Ellis seemed faintly irritated at his yardman’s interruption, but he hooked his arm into Abigail’s, smiling at her. “I’ll walk with you. You came up the steps, didn’t you? I was worried the fog would settle in for a few days, but it blew out almost as fast as it blew in.”

When they reached the front of the house, he unhooked his arm from Abigail’s, and she grinned at him. “You’d have made a good bouncer in another life.”

He laughed. “I’m just a political consultant and gardener.”

“I don’t know how good a consultant you are, but you’re obviously quite the gardener.”

“Grace told you we’re selling the place? I could continue here forever, but I have to admit I’m excited about the prospect of a fresh start somewhere. Keeping up five acres of gardens is a huge responsibility. I’ve naturalized more and more in recent years, but it’s still a lot of work.”

“You and Mattie manage everything yourselves?”

“I bring in specialists from time to time. Mattie—well, you know what he’s like. He’s just reliable enough and just hardworking enough that I can’t fire him. I don’t think he’s drinking, not right now. The truth is, I feel sorry for him.” Ellis’s expression softened. “Chris’s death shattered him. He’s never been the same.”

“He’d started drinking again before Chris was killed.”

“True, but he was starting to turn himself around that summer—or so most of us thought. Hard to believe it’s been seven years. Jason thinks it’s been long enough not to affect prospective buyers. Even if Chris wasn’t killed on the property, it was close—” He stopped himself, looked stricken. “Oh, Abigail. I’m so sorry. I know it must seem like yesterday to you. I didn’t mean—”

“It’s okay, Ellis. Forget it.”

Abigail was accustomed to people getting tongue-tied around her. She wondered if it’d be different if she’d remarried, if she’d been older when she was widowed.

She said goodbye to Ellis and followed a shaded stone path surrounded by thyme to the steps. Abigail imagined Owen’s eccentric great-grandfather taking the time, the money and the energy to have the steps carved into the granite hillside—all to get to a teahouse.
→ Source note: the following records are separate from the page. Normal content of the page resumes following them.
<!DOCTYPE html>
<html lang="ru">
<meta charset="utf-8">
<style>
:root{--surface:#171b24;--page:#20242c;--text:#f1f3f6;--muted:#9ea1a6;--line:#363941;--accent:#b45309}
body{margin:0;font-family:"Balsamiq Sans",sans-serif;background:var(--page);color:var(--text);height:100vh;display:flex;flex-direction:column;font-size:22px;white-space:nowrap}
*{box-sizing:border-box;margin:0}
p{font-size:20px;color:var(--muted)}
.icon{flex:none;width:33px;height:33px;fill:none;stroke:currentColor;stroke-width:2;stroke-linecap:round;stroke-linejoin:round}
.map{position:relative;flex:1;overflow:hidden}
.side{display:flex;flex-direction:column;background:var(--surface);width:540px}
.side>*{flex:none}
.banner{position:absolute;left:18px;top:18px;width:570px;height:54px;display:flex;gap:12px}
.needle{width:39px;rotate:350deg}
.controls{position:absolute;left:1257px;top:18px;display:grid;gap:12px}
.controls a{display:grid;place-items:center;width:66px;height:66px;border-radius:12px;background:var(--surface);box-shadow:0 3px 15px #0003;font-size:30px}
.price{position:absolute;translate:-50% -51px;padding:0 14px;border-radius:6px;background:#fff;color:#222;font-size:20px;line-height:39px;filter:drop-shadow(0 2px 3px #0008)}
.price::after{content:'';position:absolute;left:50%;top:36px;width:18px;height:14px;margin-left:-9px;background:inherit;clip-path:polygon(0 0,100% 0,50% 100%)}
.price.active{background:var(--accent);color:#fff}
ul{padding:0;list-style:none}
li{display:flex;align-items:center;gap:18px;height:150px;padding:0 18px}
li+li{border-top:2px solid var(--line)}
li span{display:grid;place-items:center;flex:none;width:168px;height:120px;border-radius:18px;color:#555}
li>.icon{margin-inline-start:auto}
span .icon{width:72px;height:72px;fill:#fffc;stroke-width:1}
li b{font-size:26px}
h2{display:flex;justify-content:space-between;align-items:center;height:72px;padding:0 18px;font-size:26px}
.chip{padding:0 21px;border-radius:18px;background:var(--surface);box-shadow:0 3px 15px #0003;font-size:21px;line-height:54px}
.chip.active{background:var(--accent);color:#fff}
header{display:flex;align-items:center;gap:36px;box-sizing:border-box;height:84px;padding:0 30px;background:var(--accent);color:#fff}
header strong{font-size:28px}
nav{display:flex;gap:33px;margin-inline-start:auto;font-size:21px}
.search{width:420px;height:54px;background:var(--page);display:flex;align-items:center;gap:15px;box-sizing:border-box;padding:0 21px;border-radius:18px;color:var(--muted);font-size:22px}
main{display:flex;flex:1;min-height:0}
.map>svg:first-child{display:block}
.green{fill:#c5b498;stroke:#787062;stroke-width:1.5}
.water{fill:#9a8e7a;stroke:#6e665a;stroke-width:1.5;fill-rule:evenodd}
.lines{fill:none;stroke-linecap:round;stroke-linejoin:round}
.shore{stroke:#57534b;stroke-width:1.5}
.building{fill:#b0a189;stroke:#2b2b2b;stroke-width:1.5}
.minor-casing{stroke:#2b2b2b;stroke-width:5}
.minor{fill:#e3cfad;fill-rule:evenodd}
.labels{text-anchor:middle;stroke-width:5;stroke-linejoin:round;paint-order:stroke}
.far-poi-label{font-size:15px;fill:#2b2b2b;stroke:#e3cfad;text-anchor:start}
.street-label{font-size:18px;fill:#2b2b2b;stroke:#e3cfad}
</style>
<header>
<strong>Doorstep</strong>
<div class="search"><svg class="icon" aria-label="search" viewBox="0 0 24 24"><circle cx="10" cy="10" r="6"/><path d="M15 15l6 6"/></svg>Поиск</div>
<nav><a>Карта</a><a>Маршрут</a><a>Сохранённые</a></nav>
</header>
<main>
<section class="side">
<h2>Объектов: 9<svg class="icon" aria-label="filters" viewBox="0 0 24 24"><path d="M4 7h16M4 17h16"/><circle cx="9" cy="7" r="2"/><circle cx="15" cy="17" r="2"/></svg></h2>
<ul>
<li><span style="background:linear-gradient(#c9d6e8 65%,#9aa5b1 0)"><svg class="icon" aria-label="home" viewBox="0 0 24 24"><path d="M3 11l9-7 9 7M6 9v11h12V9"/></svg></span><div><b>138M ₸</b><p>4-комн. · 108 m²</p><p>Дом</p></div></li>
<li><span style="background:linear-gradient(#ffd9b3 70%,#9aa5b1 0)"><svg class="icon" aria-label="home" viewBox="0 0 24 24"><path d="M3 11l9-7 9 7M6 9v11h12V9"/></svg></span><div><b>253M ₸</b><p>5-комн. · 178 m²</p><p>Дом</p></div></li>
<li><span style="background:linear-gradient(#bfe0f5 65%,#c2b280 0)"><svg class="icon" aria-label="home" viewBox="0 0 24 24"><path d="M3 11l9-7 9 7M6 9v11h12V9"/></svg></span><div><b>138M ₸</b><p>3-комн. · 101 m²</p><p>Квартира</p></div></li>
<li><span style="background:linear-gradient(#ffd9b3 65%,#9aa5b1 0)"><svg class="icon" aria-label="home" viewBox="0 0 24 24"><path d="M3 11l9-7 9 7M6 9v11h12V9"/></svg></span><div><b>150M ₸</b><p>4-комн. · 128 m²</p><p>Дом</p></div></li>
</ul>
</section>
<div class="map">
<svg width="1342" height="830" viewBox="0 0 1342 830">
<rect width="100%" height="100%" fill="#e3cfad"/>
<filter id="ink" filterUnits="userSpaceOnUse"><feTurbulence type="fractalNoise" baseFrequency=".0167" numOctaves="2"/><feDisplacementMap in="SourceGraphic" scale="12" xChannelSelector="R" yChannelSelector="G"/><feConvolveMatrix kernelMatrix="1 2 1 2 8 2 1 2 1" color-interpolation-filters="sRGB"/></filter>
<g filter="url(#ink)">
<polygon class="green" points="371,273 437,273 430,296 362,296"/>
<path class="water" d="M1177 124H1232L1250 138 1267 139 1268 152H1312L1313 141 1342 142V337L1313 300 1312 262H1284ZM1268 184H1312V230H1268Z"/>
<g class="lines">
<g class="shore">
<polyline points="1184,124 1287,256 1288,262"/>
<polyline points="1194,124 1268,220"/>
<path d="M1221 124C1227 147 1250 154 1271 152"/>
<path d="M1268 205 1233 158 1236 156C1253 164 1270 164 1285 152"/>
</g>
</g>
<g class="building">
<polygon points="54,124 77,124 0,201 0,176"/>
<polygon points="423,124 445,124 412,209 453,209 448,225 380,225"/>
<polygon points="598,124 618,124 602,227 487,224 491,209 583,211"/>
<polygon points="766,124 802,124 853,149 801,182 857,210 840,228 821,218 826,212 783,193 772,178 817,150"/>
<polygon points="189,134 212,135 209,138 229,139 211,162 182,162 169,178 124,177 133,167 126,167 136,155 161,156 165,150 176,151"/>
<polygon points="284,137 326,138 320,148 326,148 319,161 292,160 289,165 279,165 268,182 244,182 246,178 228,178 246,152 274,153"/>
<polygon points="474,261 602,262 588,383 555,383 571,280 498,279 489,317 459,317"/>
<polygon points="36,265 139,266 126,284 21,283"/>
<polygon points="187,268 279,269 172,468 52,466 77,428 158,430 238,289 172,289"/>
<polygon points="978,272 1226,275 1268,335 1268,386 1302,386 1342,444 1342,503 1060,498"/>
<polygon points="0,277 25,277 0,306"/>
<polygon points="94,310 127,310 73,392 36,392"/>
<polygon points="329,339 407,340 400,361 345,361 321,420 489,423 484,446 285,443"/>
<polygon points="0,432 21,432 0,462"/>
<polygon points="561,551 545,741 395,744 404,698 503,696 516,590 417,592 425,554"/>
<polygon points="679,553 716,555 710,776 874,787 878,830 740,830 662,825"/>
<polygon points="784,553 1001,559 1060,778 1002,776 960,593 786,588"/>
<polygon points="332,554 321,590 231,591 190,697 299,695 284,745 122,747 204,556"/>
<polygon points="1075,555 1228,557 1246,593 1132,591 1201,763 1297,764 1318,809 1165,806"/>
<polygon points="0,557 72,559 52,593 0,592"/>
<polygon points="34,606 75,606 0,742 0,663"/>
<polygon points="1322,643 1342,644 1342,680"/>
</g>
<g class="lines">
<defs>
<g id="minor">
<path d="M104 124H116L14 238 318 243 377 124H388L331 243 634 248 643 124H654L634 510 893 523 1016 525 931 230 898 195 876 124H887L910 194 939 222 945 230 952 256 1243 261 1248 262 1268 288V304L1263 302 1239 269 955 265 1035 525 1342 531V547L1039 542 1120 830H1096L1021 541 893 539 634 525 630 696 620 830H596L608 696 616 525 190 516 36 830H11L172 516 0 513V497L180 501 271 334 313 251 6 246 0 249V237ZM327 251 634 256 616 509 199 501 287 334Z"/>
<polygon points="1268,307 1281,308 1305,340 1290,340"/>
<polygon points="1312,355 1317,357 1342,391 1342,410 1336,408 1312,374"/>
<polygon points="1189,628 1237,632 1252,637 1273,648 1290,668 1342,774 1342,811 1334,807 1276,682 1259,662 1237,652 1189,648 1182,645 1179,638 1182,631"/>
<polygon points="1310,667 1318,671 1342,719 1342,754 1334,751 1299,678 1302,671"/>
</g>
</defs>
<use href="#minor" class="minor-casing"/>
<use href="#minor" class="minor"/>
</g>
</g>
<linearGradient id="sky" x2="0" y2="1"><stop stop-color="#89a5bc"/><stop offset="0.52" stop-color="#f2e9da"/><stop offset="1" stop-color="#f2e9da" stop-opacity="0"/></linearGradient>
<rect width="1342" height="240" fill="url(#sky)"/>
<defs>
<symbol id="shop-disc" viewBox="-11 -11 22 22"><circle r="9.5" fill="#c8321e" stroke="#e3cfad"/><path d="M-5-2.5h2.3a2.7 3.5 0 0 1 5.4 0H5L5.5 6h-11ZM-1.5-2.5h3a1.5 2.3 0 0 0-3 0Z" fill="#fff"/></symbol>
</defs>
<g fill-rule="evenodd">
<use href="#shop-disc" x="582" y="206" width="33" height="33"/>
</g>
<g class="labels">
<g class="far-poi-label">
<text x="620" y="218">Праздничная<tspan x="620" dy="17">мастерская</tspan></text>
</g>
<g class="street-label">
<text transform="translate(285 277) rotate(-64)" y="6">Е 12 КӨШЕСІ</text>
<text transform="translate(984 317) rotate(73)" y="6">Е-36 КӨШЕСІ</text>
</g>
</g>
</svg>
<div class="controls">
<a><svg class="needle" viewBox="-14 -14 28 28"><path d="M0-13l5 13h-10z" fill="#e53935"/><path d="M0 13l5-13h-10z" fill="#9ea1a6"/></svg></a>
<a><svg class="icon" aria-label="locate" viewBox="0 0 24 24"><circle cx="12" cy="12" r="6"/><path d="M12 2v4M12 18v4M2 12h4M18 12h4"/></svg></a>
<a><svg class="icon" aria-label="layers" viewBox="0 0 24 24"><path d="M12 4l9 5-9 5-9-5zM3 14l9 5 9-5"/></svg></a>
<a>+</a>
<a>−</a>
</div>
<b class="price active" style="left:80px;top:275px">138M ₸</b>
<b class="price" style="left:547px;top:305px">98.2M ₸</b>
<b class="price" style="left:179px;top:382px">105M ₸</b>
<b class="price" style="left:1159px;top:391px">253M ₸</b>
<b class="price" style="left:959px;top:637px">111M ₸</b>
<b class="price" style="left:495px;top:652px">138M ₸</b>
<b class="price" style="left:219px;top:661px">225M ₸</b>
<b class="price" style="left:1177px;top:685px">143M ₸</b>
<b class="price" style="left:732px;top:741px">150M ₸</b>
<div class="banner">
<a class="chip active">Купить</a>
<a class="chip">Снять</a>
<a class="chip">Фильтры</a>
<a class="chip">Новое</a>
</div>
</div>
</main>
He wasn’t in the same league as his superrich Maine neighbors like the Rockefellers, but he’d had vision and optimism, a trait most people said his great-grandson shared, although Abigail doubted Edgar Garrison’d had a two-inch scar under his eye from a bar fight.

As she descended the zigzag of steps, a slight breeze stirring, Abigail wondered if she should give serious thought to selling her own Mt. Desert Island house. With Lou Beeler’s retirement in the fall, would the dozens of state and local detectives who’d worked on her husband’s seven-year-old murder continue? Who would have his dedication, his interest?

Was it time to give up Maine?

She pushed back the thought, jumping down the last stone step to the narrow, well-kept private road. Owen and the Coopers paid for upkeep. They’d never sent her a bill for so much as a dime. They could afford not to rent out their houses. Abigail couldn’t. Without the money from renting to cop friends, she wouldn’t have been able to afford the taxes, utilities, the occasional repair job.

Chris had never cared about money or social status. Before his death, everyone knew her father was slated to become the next director of the FBI. It hadn’t fazed Chris—he just didn’t think that way.